Throughout April we'll feature Twitter poems submitted by NPR fans and hear from poets and writers from all over the country.

But to shake things up, regular contributors to Tell Me More's Beauty Shop, Barbershop and Political Chats are also trying their hands at verses and rhymes while following the submissions on Twitter.

Fernando Espuelas, managing editor of The Fernando Espuelas Show on Univision joined Pulitzer Prize-winning columnist Connie Schultz to launch the series. "It was the hardest thing I've written in 25 years" says Espuelas of his own Twitter poem. "This format--especially the 140 characters forces you to get to a deeper truth and whether you do it for yourself or you do it for someone else it's a really interesting exercise what pops out of your brain in that context."

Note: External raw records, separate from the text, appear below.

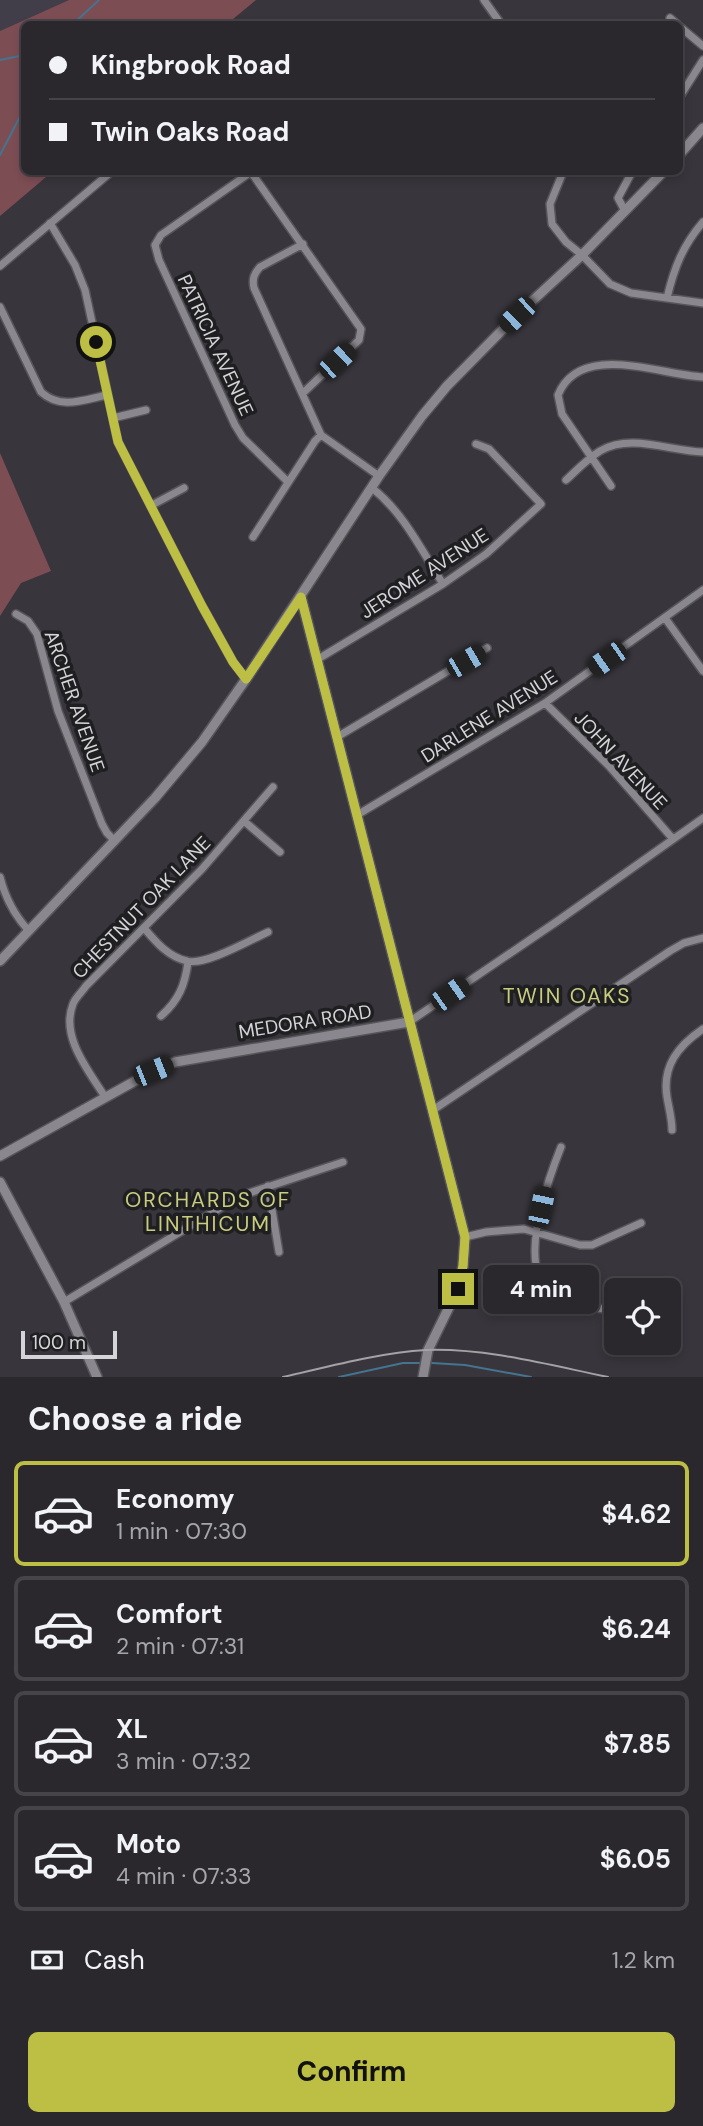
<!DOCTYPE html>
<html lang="en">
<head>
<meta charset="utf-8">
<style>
	:root { --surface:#2a282d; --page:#363439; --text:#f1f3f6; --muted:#a5a6aa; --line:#464449; --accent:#bcbf44 }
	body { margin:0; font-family:"DM Sans",sans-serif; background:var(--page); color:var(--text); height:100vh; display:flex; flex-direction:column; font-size:26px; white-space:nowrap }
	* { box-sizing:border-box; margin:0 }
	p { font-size:23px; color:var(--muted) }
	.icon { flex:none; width:38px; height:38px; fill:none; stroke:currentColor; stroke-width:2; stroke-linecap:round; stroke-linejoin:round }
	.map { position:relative; height:1377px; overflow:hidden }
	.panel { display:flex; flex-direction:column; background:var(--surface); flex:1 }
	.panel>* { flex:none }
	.banner { position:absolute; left:21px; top:21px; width:662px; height:154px; border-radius:10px; box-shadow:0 4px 10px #0003,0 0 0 2px var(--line); display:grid; align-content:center; height:154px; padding:0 28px; background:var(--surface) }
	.fabs { position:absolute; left:604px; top:1278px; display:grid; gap:14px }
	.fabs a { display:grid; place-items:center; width:77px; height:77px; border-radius:10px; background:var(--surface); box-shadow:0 4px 10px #0003,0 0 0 2px var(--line); font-size:35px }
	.scale { position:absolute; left:21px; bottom:18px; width:96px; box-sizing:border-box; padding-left:7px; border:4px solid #d5d4d8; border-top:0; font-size:19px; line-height:24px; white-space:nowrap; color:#d5d4d8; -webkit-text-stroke:5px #1f1e21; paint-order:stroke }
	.end { position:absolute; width:32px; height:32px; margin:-16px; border:9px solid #bcbf44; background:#111; box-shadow:0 0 0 4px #111 }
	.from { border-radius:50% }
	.bubble { position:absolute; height:49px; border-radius:10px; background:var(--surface); box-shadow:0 4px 10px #0003,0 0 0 2px var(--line); font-size:23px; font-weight:700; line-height:49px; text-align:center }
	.car { position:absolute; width:21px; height:42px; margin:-21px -10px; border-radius:9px; box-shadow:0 0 5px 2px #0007; background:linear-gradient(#222 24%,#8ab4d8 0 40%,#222 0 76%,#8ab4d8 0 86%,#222 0) }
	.banner b { display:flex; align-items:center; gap:24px; height:66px; font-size:26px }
	.banner b+b { border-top:2px solid var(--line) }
	.banner i { width:18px; height:18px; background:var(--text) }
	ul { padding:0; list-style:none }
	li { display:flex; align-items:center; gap:21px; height:105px; margin:0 14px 10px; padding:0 14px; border:4px solid var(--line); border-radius:10px }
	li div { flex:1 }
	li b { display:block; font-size:26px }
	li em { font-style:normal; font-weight:700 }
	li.current { border-color:var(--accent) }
	li>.icon { width:63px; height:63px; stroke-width:1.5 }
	h2 { padding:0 28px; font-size:32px; line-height:84px }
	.pay { display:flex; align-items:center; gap:18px; height:77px; padding:0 28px; font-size:26px }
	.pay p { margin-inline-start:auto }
	.action { display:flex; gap:14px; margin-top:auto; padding:14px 28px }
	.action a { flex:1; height:80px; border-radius:10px; background:var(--accent); color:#111; font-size:28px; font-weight:700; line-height:80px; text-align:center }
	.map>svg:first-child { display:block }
	.built { fill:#423e49 }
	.green { fill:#7d4d54 }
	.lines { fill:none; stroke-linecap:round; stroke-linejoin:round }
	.stream { stroke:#44748f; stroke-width:2 }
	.minor-casing { stroke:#565559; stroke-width:10 }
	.tertiary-casing { stroke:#565559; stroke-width:12 }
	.minor { stroke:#8a878e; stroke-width:7 }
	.tertiary { stroke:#8a878e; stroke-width:9 }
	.tram { stroke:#a3a2a6; stroke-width:2 }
	.route { stroke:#bcbf44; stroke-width:9 }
	.labels { text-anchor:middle; stroke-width:7; stroke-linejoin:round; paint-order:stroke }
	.street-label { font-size:19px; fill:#d5d4d8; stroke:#1f1e21 }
	.neighbourhood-label { font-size:21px; letter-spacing:2px; fill:#c9cd80; stroke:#1f1e21 }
</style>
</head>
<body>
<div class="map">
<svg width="703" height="1377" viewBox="0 0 703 1377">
	<rect width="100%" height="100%" fill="#38363c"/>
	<path class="built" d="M0 0H69L0 31Z"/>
	<path class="green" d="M69 0H256L227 24H24V172H52L0 216V31Z
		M0 453 51 571 21 583 0 616Z"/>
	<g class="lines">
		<path class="stream" d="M73 24 99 0
			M0 60 24 55
			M0 155 24 109
			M432 1363 465 1365 531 1377
			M339 1377 403 1363H420"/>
		<defs>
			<path id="minor" d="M484 0 501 24
				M670 18 677 24
				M679 26 703 46
				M679 98 703 60
				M563 172 550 204 552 224 566 242 582 255 610 284 631 293 703 303
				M625 211 618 198 632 172
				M50 223 75 265 85 290 118 442 202 606 233 662 246 679
				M303 244 260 267C254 274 252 279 254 288L321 435 379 476
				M0 266 111 172
				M667 298C674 268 683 245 703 222
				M0 307 41 392C61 410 83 400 107 395
				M113 418 146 410
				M566 480C577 470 587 459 600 451 631 433 669 451 703 452
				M288 482 243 438 235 425 159 260 155 245 161 235 251 172 361 329 359 340 303 393
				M611 486 562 414 558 395C580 341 660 375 703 377
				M372 488C403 512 422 551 443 584
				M152 505 184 488
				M253 537 315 441 321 435
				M16 614 28 621 37 634 58 711 102 824 107 833 115 841
				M665 618 703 671
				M318 659 443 584 486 554 541 504 489 449 476 444
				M545 703 609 766 673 839
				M337 737 487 648
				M357 815 545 703 703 590
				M244 821 280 852
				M0 877C5 897 15 916 29 931
				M144 928C155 941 168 957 187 961 205 966 250 940 268 932
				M161 1016C179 1000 185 985 188 962
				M409 1022 559 920 703 818
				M105 1097C89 1071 60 1037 73 1004 75 998 82 992 86 986L202 869 273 787
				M433 1110 670 951 684 943 703 938
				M672 1130C672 1119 669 1109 667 1097 662 1066 678 1046 703 1029
				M561 1147C548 1180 517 1263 549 1291 567 1306 594 1307 616 1311
				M268 1186 279 1252
				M465 1237 486 1232 524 1229 580 1245H592L641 1223
				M64 1302 240 1196 343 1162"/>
			<path id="tertiary" d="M679 155 703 128
				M301 597 465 1237 463 1266 458 1289 428 1350 423 1377
				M0 961 155 798 202 742 246 679 379 476 422 416 447 386 517 315 582 255 663 172
				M0 1156 153 1071 175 1062 409 1022
				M0 1182 64 1302 97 1377"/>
		</defs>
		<use href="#minor" class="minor-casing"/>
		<use href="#tertiary" class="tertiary-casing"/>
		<use href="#minor" class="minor"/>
		<use href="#tertiary" class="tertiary"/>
		<path class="tram" d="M283 1377C331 1366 378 1353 426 1350 487 1348 549 1365 608 1377"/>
	</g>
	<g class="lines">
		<path class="route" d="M96 342 118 442 202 606 233 662 246 679 301 597 465 1237 463 1266 458 1289"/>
	</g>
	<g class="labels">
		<g class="street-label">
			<text transform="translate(216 345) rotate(65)" y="7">PATRICIA AVENUE</text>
			<text transform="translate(424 573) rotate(-33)" y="7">JEROME AVENUE</text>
			<text transform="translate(75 701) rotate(71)" y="7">ARCHER AVENUE</text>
			<text transform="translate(489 716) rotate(-32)" y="7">DARLENE AVENUE</text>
			<text transform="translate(621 760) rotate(47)" y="7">JOHN AVENUE</text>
			<text transform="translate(141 907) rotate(-46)" y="7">CHESTNUT OAK LANE</text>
			<text transform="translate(305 1021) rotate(-9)" y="7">MEDORA ROAD</text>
		</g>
		<g class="neighbourhood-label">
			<text x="567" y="1003">TWIN OAKS</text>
			<text x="208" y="1207">ORCHARDS OF<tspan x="208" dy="24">LINTHICUM</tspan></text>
		</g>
	</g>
</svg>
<div class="fabs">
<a><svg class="icon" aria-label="locate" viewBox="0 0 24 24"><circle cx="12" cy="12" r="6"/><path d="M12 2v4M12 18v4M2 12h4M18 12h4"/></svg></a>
</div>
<div class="scale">100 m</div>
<i class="end from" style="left:96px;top:342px"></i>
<i class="end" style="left:458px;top:1289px"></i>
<div class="bubble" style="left:483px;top:1265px;width:116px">4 min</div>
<i class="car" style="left:517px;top:315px;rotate:226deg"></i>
<i class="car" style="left:337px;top:361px;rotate:47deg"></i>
<i class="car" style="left:607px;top:659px;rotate:235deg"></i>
<i class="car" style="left:466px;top:661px;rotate:60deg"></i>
<i class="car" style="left:450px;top:994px;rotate:55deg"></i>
<i class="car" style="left:153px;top:1071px;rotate:68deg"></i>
<i class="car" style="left:541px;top:1207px;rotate:12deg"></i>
<div class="banner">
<b><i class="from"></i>Kingbrook Road</b>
<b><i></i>Twin Oaks Road</b>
</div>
</div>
<section class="panel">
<h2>Choose a ride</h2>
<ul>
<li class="current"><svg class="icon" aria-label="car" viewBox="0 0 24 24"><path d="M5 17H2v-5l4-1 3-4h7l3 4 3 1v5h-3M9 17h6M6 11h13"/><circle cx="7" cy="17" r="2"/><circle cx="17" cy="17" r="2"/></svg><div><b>Economy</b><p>1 min · 07:30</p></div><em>$4.62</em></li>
<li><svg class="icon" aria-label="car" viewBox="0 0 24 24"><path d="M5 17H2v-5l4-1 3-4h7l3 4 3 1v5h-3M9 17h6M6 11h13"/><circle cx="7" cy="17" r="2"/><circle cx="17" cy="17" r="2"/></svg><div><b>Comfort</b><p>2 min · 07:31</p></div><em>$6.24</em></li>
<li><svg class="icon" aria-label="car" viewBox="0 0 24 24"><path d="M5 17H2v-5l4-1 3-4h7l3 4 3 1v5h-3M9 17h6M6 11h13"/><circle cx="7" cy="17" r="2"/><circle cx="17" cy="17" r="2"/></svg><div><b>XL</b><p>3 min · 07:32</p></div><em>$7.85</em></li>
<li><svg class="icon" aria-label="car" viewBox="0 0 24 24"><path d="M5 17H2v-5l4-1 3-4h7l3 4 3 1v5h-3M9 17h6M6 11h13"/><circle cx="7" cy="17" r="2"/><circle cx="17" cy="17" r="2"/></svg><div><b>Moto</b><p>4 min · 07:33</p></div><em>$6.05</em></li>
</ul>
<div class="pay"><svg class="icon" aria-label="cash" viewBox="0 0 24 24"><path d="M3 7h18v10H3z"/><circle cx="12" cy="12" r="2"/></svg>Cash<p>1.2 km</p></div>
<div class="action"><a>Confirm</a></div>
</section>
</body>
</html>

If you want to get in the mix, tweet your poems using #TMMPoetry.

Tardy planes, zero legroom

Connections late at night.

Superman, I hate to ask

But I sure could use the flight.

--Connie Schultz @ConnieSchultz

Toes at edge of the widest river I imagine arrival of long-ago sailors The slaughtered Charrúa, inevitable Now all are dust Cold toes

--Fernando Espuelas @EspuelasVox


Week 1 Highlights:

We worship the mundane. We love the mediocre. We are in awe of the ordinary. We, are stagnating, without knowing it.

--@namithavr

Lepus chases Orion in pre-dawn sky over the horizon, I follow in my car on the way to work

--@Eusebeia_Philos

her bones quite brittle she slides down the bannisters one last time

--@flirtybloomers

I am my mother's daughter, but she does not know my name. She called me Faye, and I said, Faye's dead. That made her laugh. So...good.

--TheOtherMartha1

MORNING COMMUTE I can't go fast enough towards it, this fat blue sky, this flood above my knuckles and the wheel.